The synergistic mechanism underlying the effects of multi‑component combined
drug use for complex diseases remains to be fully elucidated. Microglial activation following
ischemia can either affect neural survival or cause neuronal injury. The aim of the present study was to determine the synergistic effect of
geniposide and
ginsenoside Rg1, based on microglial‑neuronal communication. N2a neuronal cells were divided into the following seven groups: Control group; normal cultured microglial cells in
conditioned medium (N‑MG‑CM) group; oxygen‑glucose deprivation (OGD) model group; OGD‑injured MG‑CM (I‑MG‑CM) group; geniposide‑treated MG‑CM (G‑MG‑CM) group;
ginsenoside Rg1‑treated MG‑CM (R‑MG‑CM) group; and combination‑treated MG‑CM (C‑MG‑CM) group. A series of assays were used to detect the effects of the different MG‑CM on neurons in terms of: (i) cell viability, determined using a Cell Counting Kit‑8; (ii)
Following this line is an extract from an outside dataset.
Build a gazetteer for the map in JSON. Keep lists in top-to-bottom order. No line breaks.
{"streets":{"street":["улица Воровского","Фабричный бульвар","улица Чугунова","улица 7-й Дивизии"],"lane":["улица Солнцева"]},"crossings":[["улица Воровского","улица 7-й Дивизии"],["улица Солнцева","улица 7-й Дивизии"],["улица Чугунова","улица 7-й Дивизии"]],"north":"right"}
lactate dehydrogenase (LDH) leakage rate; (iii) expression of
NMDAR1 and activated caspase‑3, detected using western blotting; (iv) mitochondrial transmembrane potential, determined by JC‑1; and (v) mitochondrial ultrastructural features, determined using electron microscopy. The experimental results demonstrated that MG‑CM including the integrated use of
geniposide and
ginsenoside Rg1 significantly protected neuronal cell viability and inhibited LDH leakage, suppressed the expression of N‑methyl‑D‑aspartate receptor subunit 1 and activated caspase‑3, increased the mitochondrial transmembrane potential and improved the mitochondrial ultrastructure. MG‑CM from separately used
geniposide or
ginsenoside Rg1 demonstrated differential neuroprotection at different levels. These findings revealed that the synergistic
drug combination of
geniposide and
ginsenoside Rg1 in the treatment of
stroke is a feasible approach for use.